[Start of section]

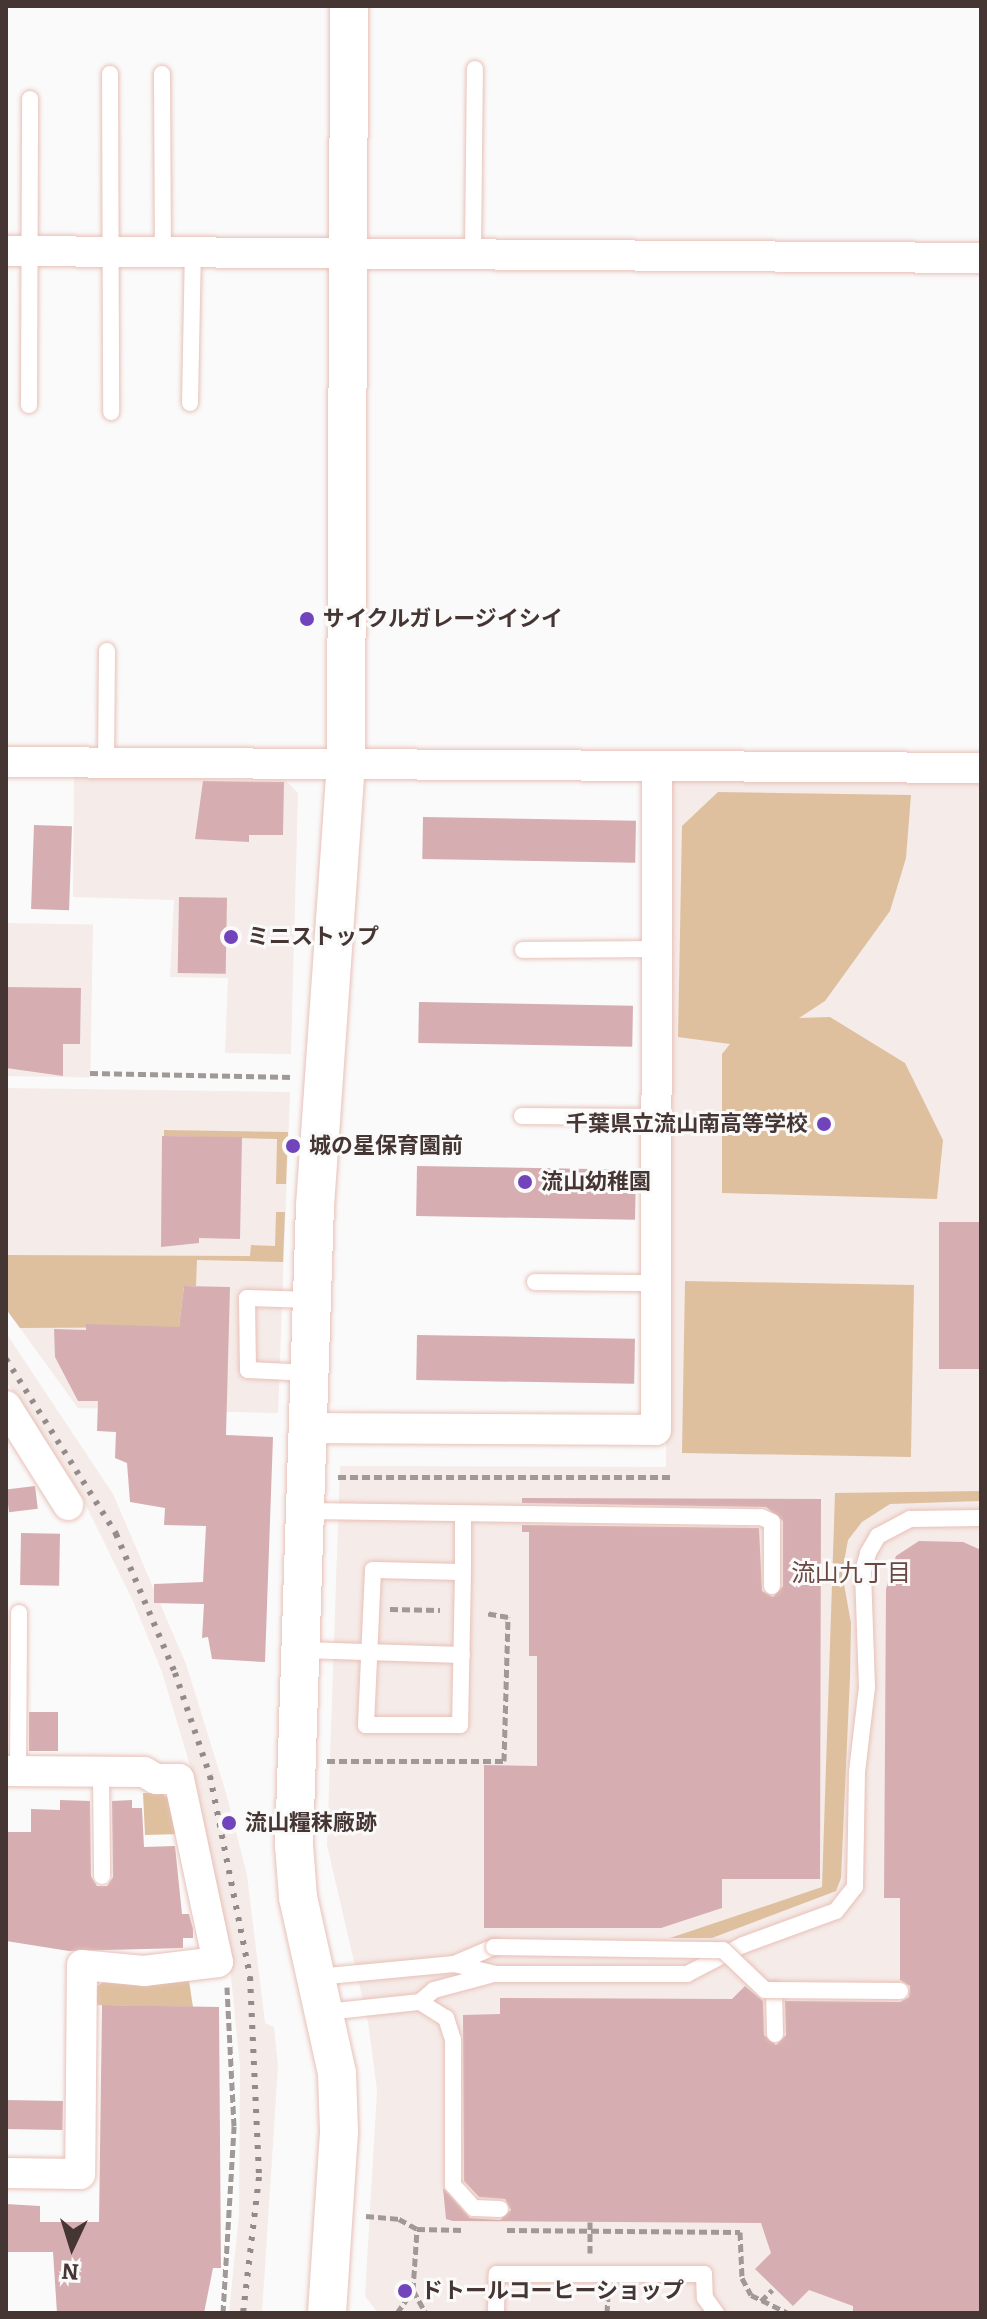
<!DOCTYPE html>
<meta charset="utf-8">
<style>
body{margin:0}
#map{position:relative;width:987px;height:2319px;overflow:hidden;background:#fafafa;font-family:Bitter,"Noto Sans JP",serif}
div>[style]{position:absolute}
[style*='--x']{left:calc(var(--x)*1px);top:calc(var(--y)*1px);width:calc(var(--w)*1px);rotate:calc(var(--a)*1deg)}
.built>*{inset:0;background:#f5ebe8;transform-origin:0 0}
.green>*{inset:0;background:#dec09f;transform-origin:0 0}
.building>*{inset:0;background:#d6aeb1;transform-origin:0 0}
.path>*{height:5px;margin-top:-2.5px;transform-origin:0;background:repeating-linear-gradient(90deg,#a19997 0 8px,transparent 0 12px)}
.roads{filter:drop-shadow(0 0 2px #e8c0b7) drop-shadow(0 0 2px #e8c0b7)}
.service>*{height:16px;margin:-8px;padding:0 8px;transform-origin:8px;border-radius:8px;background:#fff}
.minor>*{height:30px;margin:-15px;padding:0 15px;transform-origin:15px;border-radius:15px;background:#fff}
.tertiary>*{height:38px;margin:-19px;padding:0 19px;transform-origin:19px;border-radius:19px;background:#fff}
.rail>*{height:6px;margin-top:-3px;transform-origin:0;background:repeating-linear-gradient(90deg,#938a89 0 4px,transparent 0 12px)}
.bridges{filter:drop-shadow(0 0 2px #e8c0b7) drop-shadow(0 0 2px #e8c0b7)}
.service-bridge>*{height:16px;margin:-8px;padding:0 8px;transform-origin:8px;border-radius:8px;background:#fff}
.dots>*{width:22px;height:22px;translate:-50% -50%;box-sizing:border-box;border:4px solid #fafafa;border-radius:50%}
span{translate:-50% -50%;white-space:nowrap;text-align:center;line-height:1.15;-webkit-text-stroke:6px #fafafa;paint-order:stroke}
.poi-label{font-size:22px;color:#463633;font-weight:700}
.left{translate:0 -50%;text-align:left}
.right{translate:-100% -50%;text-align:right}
.neighbourhood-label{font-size:24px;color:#694841}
.frame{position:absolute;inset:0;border:8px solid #463633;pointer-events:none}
.north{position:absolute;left:32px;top:2207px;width:80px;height:80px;-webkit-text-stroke:6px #fafafa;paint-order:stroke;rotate:184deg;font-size:22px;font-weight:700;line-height:32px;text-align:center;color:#463633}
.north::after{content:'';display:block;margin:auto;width:28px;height:36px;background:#463633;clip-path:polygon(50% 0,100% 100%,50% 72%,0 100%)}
</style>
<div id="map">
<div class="built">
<div style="clip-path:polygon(74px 777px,285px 780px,298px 793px,291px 1054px,225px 1053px,228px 978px,170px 977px,174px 900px,73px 897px)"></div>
<div style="clip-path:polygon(668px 779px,981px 782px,981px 2313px,378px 2313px,365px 2296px,377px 2090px,368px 2022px,327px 1845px,340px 1466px,666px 1467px)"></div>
<div style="left:6px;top:923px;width:87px;height:153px;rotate:1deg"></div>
<div style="clip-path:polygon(6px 1088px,290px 1092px,278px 1413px,78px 1408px,6px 1309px)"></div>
<div style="clip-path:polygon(6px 1333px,113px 1494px,186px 1664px,226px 1793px,247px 1875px,265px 2023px,274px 2027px,278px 2066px,262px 2313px,229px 2313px,239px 2214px,240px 2067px,228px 1946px,198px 1792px,162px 1672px,133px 1601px,80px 1493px,6px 1381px)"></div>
</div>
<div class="green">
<div style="clip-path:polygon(718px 792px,911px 795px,906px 858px,890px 911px,825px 1001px,799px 1018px,830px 1017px,905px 1063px,943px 1140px,937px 1199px,722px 1193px,722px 1054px,730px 1044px,678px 1037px,682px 826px)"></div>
<div style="clip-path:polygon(164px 1130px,288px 1132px,286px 1184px,276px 1184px,277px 1139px,164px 1136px)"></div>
<div style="clip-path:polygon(276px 1212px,285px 1212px,283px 1262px,197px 1260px,196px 1286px,184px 1286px,179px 1327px,20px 1328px,6px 1309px,6px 1255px,250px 1256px,251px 1245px,275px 1246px)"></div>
<div style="left:685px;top:1281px;width:229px;height:172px;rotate:1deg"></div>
<div style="clip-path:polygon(981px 1491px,981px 1501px,890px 1504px,862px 1522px,848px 1540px,842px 1573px,851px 1623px,850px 1677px,841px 1878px,836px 1891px,712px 1938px,670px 1938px,822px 1887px,835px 1493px)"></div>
<div style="clip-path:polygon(143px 1793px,161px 1793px,172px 1801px,181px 1834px,145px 1835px)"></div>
<div style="clip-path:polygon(105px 1981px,189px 1981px,193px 2007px,94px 2005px,94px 1988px)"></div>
</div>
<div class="building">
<div style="clip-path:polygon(203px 781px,284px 782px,283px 835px,249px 835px,249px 842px,195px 839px)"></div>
<div style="left:423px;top:817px;width:213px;height:42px;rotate:1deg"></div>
<div style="left:34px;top:825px;width:38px;height:84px;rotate:2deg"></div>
<div style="left:179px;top:897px;width:48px;height:76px;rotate:1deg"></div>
<div style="clip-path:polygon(6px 987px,81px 988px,80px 1044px,63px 1044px,63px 1076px,6px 1068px)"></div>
<div style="left:419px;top:1002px;width:214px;height:41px;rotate:1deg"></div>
<div style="clip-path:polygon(162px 1136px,242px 1137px,240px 1239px,199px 1238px,199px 1243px,161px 1247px)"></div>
<div style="left:417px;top:1166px;width:219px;height:50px;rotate:1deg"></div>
<div style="left:939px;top:1222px;width:42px;height:147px"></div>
<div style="clip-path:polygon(184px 1286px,230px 1287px,226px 1435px,273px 1437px,265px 1662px,212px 1659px,208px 1637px,202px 1638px,204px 1604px,154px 1603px,154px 1584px,203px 1582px,206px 1526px,164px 1525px,165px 1508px,130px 1502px,127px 1463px,115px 1458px,116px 1432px,97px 1431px,98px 1401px,78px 1401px,55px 1357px,54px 1329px,86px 1330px,86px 1324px,179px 1327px)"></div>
<div style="left:417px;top:1335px;width:218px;height:45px;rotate:1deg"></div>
<div style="left:35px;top:1486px;width:23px;height:29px;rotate:83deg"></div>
<div style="clip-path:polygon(522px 1498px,821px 1499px,820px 1879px,722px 1879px,722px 1908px,661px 1928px,484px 1928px,484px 1765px,537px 1766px,537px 1656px,529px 1656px,529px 1532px,522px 1532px,522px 1525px,759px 1528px,762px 1591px,773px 1597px,783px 1586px,783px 1521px,766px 1507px,522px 1503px)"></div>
<div style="left:21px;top:1533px;width:39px;height:52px;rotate:1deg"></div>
<div style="clip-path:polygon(919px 1541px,963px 1542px,981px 1550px,981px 2313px,853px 2313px,853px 2306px,809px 2290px,793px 2306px,755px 2269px,771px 2253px,761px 2223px,453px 2221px,446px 2219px,443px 2188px,470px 2218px,500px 2220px,511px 2210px,505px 2199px,479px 2197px,464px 2181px,463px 2015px,500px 2014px,500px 1998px,732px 1999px,745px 1986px,763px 2001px,764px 2035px,776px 2045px,786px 2035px,785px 2001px,900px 2002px,909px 1997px,910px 1986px,900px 1980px,900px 1898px,884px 1898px,886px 1589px,896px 1556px)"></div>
<div style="left:29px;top:1712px;width:29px;height:39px"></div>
<div style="clip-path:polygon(60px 1800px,90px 1801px,91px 1876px,97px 1886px,107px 1886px,113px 1877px,112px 1801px,132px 1800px,132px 1808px,142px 1808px,144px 1847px,175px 1846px,182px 1914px,189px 1914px,193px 1929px,193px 1938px,183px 1938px,183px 1948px,69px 1951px,6px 1941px,6px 1832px,31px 1832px,31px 1809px,60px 1810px)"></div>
<div style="clip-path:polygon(102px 2005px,219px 2007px,221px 2268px,213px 2268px,204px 2313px,57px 2313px,53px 2252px,6px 2252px,6px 2204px,40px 2206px,40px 2222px,99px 2222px)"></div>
<div style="left:6px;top:2100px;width:57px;height:29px;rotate:1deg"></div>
</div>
<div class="path">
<div style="--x:90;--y:1073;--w:203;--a:1.1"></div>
<div style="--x:338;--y:1477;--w:336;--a:0"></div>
<div style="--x:390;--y:1609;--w:50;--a:1.1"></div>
<div style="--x:327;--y:1761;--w:177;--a:0"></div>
<div style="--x:504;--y:1761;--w:144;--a:-88.4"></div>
<div style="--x:508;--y:1617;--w:23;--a:-170"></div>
<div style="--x:366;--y:2216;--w:33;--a:5"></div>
<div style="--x:399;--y:2219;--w:21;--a:29"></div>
<div style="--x:417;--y:2229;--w:48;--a:1.2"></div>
<div style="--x:590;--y:2222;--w:31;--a:90"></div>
<div style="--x:507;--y:2230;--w:233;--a:0.5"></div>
<div style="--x:740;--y:2232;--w:46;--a:87.5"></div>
<div style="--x:742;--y:2278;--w:19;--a:62"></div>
<div style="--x:751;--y:2295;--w:41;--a:25.9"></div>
<div style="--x:413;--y:2290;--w:26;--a:61"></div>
<div style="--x:761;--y:2301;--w:16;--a:-45"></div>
<div style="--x:223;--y:2313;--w:187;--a:-86.6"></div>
<div style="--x:234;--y:2126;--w:139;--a:-92.9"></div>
<div style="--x:397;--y:2313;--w:28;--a:-55"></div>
<div style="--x:413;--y:2290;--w:61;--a:-86.2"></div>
<div style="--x:607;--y:2313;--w:18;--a:-87"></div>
</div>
<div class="roads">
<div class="service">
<div style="--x:110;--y:74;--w:338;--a:89.8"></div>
<div style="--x:162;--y:74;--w:177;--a:89.7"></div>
<div style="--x:473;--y:252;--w:183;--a:-89.4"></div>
<div style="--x:190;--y:403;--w:152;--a:-88.9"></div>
<div style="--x:29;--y:405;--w:306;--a:-89.8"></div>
<div style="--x:106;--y:764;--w:113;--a:-89.5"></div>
<div style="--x:523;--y:950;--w:134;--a:-0.4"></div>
<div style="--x:522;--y:1116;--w:134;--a:0.4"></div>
<div style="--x:535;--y:1282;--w:122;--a:0.5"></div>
<div style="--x:311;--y:1373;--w:63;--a:-177.3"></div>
<div style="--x:248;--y:1370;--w:72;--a:-90.8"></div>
<div style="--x:247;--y:1298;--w:65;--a:1.8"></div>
<div style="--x:308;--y:1511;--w:453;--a:0.8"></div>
<div style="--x:761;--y:1517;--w:12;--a:24"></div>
<div style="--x:772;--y:1522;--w:64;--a:90"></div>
<div style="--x:373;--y:1570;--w:90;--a:1.3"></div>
<div style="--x:463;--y:1572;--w:153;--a:91.1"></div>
<div style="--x:460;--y:1725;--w:94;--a:180"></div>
<div style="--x:366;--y:1725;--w:155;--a:-87.4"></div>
<div style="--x:463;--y:1572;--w:58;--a:-90"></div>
<div style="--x:302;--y:1650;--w:160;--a:1.8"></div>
<div style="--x:18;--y:1771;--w:158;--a:-89.6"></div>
<div style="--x:101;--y:1772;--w:104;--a:89.4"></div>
<div style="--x:454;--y:1964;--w:43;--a:13.4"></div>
<div style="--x:496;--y:1974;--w:191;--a:0"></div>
<div style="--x:687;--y:1974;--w:63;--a:-27.4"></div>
<div style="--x:743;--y:1945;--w:99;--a:-20.1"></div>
<div style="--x:836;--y:1911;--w:31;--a:-52"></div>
<div style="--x:855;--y:1887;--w:115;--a:-89"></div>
<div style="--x:857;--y:1772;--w:86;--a:-83.3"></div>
<div style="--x:867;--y:1687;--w:116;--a:-92"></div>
<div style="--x:863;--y:1571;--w:19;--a:-74"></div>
<div style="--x:868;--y:1553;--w:20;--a:-60"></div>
<div style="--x:878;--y:1536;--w:36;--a:-28"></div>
<div style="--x:910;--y:1519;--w:71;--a:-0.8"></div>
<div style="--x:317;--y:1977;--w:138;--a:-5.4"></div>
<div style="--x:454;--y:1964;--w:43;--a:-23"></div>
<div style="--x:774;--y:1990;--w:44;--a:88.7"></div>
<div style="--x:420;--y:2002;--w:31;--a:32"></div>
<div style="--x:446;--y:2018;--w:23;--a:72"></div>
<div style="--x:453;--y:2040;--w:145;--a:90"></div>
<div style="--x:453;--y:2185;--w:31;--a:48"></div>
<div style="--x:474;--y:2208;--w:26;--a:2"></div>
<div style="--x:326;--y:2012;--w:95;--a:-6.1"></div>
<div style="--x:420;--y:2002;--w:18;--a:-41"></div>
<div style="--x:434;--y:1990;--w:58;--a:-15"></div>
<div style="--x:496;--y:2313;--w:39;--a:-89"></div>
<div style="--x:497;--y:2274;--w:207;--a:0"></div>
<div style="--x:704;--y:2274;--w:24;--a:88"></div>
<div style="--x:705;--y:2298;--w:19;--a:54"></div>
</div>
<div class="minor">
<div style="--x:6;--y:251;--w:975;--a:0.41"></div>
<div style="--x:6;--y:762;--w:975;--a:0.35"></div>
<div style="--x:6;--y:1406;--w:117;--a:57.9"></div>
<div style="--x:311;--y:1428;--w:345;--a:0.3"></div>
<div style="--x:656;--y:1430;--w:664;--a:-89.91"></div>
<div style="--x:6;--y:1771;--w:138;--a:0.4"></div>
<div style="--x:144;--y:1772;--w:14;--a:30"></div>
<div style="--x:156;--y:1779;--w:23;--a:0"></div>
<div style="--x:179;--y:1779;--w:187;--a:78"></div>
<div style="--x:218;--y:1962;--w:75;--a:173.1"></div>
<div style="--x:144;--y:1971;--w:62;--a:-174.5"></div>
<div style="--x:82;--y:1965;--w:209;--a:90.5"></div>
<div style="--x:80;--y:2174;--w:74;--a:-179.2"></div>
</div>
<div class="tertiary">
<div style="--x:327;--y:2313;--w:182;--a:-86.2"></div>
<div style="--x:339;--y:2131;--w:58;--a:-92"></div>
<div style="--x:337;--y:2073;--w:180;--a:-102.5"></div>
<div style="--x:298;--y:1897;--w:52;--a:-94.4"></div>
<div style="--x:294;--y:1845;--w:639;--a:-88.12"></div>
<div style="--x:315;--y:1206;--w:441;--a:-86"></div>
<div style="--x:346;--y:766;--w:760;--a:-89.77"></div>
</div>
</div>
<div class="rail">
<div style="--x:6;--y:1359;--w:207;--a:57.8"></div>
<div style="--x:116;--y:1534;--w:151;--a:67"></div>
<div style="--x:175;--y:1673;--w:109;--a:71.2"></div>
<div style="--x:210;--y:1776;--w:205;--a:78.7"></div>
<div style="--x:250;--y:1977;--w:200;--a:87.4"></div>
<div style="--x:259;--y:2177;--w:137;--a:96.7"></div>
</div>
<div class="bridges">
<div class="service-bridge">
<div style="--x:494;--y:1947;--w:229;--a:0.8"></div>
<div style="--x:723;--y:1950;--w:58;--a:43.6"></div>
<div style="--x:765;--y:1990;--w:135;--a:0.4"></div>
</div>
</div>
<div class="dots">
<div style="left:307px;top:619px;background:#7244bb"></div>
<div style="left:231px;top:937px;background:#7244bb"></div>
<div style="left:824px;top:1124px;background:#7244bb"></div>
<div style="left:293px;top:1146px;background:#7244bb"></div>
<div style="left:525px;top:1182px;background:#7244bb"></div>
<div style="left:229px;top:1823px;background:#7244bb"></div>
<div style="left:405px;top:2291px;background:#7244bb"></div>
</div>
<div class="poi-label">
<span class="left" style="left:323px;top:619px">サイクルガレージイシイ</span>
<span class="left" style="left:247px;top:937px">ミニストップ</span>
<span class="right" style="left:808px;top:1124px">千葉県立流山南高等学校</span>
<span class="left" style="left:309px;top:1146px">城の星保育園前</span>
<span class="left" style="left:541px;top:1182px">流山幼稚園</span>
<span class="left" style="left:245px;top:1823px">流山糧秣廠跡</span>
<span class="left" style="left:421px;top:2291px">ドトールコーヒーショップ</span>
</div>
<div class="neighbourhood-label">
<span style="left:851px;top:1574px">流山九丁目</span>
</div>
<div class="frame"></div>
<div class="north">N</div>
</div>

[End of section]

● **WORK TASK**: All lines in the data that contain the word "green" should be copied.

● **SOLUTION TO THE EXERCISE**:
.green>*{inset:0;background:#dec09f;transform-origin:0 0}
<div class="green">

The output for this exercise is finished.